Slow 7.1% Q2 GDP growth on policy uncertainty, experts disappointed

The rate of economic growth in the same quarter last year had been 6.3%

manufacturing,GDP,  factory, PMI
A worker uses a welding torch to weld an iron machine at the construction site of a flyover in New Delhi. Photo: Reuters.
BS Web TeamAgencies
Last Updated : Nov 30 2018 | 6:35 PM IST
India's gross domestic product (GDP) growth rate slowed to 7.1 per cent in the July-September quarter, weakening from 8.2 per cent in the previous quarter, just as Prime Minister Narendra Modi-led central government gets set for the Lok Sabha elections next year. The rate of economic growth in the same quarter last year had been 6.3 per cent.

Subash Chandra Garg, Secretary, Department of Economic Affairs, said that the Gross Domestic Product (GDP) growth in the second quarter of 2018-19 was disappointing, however, he said that half-year growth at 7.4 per cent was robust and healthy. 

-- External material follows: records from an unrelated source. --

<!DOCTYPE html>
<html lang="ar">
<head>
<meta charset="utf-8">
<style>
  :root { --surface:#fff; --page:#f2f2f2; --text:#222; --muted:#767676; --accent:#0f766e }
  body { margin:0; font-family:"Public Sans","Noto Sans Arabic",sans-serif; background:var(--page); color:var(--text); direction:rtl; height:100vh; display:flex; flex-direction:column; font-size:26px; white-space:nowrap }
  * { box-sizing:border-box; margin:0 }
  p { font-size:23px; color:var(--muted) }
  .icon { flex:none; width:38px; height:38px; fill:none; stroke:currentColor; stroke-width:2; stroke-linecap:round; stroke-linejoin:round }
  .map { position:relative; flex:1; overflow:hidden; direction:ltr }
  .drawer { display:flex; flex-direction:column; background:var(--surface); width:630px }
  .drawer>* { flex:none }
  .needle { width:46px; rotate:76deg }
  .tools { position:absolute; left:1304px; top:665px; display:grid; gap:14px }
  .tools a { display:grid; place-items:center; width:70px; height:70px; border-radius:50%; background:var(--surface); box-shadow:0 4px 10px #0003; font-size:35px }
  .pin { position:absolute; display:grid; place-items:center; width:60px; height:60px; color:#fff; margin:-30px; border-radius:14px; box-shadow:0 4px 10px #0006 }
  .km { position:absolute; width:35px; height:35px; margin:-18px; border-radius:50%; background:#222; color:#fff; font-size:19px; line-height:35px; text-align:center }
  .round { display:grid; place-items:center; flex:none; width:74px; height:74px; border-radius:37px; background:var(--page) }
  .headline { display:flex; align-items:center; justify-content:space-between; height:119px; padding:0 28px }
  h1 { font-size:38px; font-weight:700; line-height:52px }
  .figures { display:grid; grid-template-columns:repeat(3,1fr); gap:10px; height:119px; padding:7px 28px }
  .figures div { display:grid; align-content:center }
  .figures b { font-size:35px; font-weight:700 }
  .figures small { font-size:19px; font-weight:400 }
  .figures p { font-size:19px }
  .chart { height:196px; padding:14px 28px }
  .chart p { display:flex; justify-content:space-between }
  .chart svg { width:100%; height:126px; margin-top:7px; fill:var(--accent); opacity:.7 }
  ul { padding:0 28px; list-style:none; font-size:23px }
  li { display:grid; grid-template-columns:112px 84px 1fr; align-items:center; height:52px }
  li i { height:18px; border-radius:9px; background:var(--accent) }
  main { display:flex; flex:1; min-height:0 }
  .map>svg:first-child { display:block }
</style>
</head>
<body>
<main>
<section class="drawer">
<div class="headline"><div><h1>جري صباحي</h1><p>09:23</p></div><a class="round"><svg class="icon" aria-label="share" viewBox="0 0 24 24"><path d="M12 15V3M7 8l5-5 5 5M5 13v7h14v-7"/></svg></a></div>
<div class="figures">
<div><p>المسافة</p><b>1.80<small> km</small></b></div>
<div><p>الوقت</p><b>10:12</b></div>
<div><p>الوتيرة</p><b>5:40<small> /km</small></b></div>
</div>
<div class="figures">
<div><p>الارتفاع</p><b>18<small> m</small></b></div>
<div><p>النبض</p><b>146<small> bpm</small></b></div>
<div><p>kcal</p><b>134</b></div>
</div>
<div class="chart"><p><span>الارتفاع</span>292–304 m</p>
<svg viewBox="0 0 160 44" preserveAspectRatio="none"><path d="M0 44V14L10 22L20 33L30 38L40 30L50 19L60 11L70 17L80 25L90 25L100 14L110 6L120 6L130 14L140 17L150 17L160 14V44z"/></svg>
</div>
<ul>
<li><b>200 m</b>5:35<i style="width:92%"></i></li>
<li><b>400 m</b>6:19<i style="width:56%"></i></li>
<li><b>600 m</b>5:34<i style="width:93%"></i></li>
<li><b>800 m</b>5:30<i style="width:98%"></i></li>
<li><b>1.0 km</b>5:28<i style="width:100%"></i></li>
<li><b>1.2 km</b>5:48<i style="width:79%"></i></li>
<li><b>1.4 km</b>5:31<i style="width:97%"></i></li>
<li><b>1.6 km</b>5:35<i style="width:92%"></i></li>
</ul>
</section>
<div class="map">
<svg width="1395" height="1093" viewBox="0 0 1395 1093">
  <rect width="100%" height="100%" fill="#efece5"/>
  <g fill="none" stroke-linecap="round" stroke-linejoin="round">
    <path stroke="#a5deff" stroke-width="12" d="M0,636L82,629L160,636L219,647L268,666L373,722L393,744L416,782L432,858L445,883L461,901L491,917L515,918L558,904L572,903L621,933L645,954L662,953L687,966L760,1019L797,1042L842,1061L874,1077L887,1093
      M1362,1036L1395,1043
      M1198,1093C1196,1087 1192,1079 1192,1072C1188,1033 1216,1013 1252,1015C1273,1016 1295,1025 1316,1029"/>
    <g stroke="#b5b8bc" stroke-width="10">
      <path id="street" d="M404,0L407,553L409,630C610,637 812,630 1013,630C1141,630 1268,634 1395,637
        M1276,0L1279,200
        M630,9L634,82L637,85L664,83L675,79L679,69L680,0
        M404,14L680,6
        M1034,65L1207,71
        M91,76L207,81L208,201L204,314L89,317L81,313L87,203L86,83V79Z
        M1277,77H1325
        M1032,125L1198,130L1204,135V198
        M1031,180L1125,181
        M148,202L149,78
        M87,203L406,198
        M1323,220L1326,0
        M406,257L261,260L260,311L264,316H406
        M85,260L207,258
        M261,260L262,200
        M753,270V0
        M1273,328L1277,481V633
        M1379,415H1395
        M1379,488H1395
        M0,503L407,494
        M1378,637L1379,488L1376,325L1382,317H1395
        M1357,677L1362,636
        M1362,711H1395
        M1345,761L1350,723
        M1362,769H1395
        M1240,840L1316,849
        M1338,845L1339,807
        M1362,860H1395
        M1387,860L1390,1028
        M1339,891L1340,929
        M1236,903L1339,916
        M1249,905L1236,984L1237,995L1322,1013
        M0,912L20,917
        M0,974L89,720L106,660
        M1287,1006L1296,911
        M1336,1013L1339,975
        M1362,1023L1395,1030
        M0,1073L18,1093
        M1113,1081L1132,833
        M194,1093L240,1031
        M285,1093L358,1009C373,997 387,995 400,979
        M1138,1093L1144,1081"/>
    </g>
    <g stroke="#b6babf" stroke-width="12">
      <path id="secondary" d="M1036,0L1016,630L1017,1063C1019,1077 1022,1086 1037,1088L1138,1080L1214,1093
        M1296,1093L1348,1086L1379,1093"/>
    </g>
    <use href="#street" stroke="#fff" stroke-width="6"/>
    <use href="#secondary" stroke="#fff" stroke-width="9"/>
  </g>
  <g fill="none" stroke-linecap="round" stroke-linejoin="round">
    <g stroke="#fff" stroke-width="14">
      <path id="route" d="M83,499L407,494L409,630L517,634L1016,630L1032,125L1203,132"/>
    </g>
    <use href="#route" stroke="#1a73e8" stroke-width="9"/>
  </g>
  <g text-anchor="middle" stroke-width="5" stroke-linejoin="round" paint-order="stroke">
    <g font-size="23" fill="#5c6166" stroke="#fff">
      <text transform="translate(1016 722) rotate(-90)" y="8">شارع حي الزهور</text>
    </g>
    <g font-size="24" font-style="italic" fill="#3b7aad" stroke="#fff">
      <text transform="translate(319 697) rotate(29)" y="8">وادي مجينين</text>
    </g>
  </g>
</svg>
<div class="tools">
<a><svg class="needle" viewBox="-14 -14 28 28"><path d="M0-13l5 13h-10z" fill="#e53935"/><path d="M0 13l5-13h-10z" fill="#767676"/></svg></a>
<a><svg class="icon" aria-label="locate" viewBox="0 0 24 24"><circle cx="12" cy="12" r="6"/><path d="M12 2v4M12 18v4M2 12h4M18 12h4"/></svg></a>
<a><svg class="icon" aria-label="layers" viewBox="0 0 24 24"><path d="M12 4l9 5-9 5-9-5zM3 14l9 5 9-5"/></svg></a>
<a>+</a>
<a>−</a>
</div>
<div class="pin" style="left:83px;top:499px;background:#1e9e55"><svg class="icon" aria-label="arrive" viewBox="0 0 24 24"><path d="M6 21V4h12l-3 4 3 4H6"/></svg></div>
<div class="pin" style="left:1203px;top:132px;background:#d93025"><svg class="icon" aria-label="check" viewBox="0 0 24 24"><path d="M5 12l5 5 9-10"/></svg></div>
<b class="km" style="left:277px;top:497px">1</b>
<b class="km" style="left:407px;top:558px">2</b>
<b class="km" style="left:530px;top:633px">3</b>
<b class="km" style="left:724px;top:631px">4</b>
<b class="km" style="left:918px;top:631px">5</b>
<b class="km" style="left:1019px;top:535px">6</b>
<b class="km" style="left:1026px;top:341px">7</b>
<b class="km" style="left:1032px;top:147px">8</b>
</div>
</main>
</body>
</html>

Rupa Rege Nitsure, Group Chief Economist, L&t Finance Holdings Mumbai

"The GDP numbers are spot on in terms of what I had expected. There is an acute slowdown in demand and the numbers are reflecting what we have been feeling around us for some time now. Demand is slowing down at a faster clip in rural areas than urban areas. I expect the government to take growth-boosting steps as well as rate cuts by the monetary policy committee in the January-March quarter, as inflation has crashed with food prices falling. The risks of elevated oil prices and rupee depreciation are also controlled. There is rural distress. Both the government and the RBI (Reserve Bank of India) should focus on boosting growth. I expect the full-year (April-March) GDP growth at 7.2 per cent."


Madhavi Arora, Economist, Edelweiss Securities, Mumbai

"Second-quarter growth data has surprised us on the downside and pose downward risk to overall 7 per cent + GVA growth in FY19. The second half of FY19 will likely see further slower growth on the back of unfavourable base effect and slower non-banking credit offtake and tighter financial conditions amid NBFC (non-banking financial company) stress."

"Besides, ahead of national elections, the investment cycle will continue to be fragile as policy uncertainty lingers. However, higher election-related spending could counter some of this growth moderation."